━━ Listed entries ━━
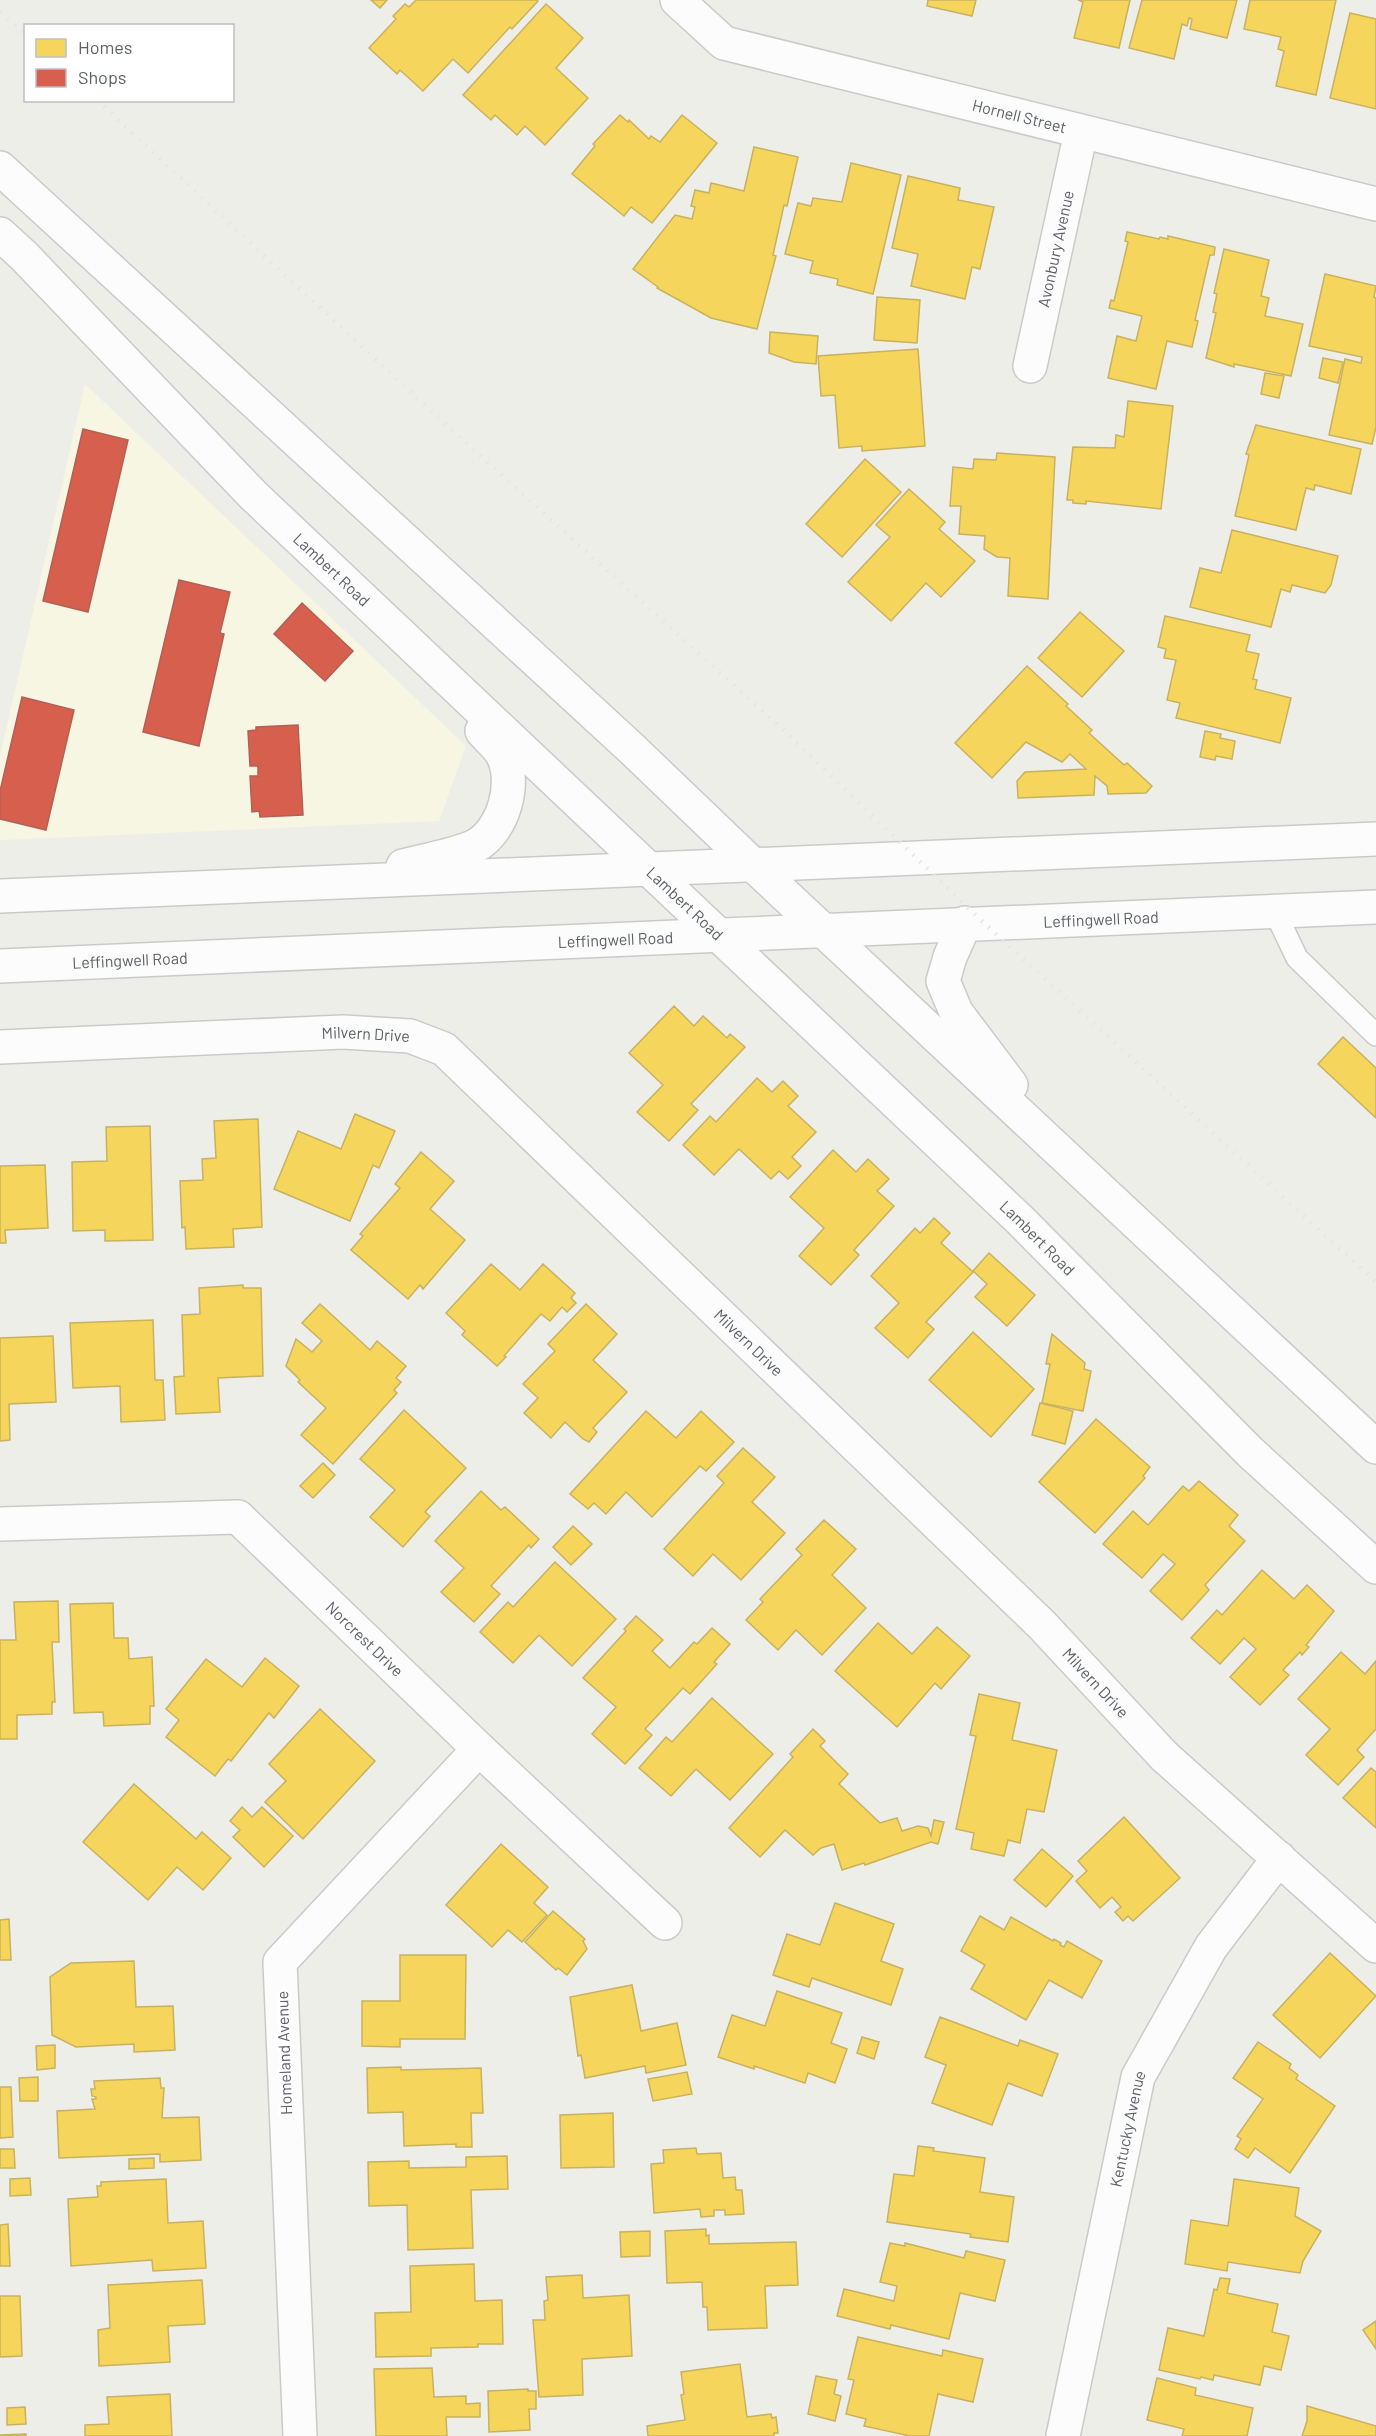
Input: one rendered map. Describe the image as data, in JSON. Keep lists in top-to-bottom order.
{
  "streets": {
    "main road": [
      "Hornell Street",
      "Avonbury Avenue",
      "Lambert Road",
      "Leffingwell Road",
      "Milvern Drive",
      "Norcrest Drive",
      "Homeland Avenue",
      "Kentucky Avenue"
    ]
  },
  "crossings": [
    ["Hornell Street", "Avonbury Avenue"],
    ["Lambert Road", "Leffingwell Road"],
    ["Milvern Drive", "Kentucky Avenue"],
    ["Norcrest Drive", "Homeland Avenue"]
  ],
  "legend": ["Homes", "Shops"]
}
━━━
## Exercise description:
Retype the data above exactly; pictures are not part of the copy.

## Task output:
Input: one rendered map. Describe the image as data, in JSON. Keep lists in top-to-bottom order.
{
  "streets": {
    "main road": [
      "Hornell Street",
      "Avonbury Avenue",
      "Lambert Road",
      "Leffingwell Road",
      "Milvern Drive",
      "Norcrest Drive",
      "Homeland Avenue",
      "Kentucky Avenue"
    ]
  },
  "crossings": [
    ["Hornell Street", "Avonbury Avenue"],
    ["Lambert Road", "Leffingwell Road"],
    ["Milvern Drive", "Kentucky Avenue"],
    ["Norcrest Drive", "Homeland Avenue"]
  ],
  "legend": ["Homes", "Shops"]
}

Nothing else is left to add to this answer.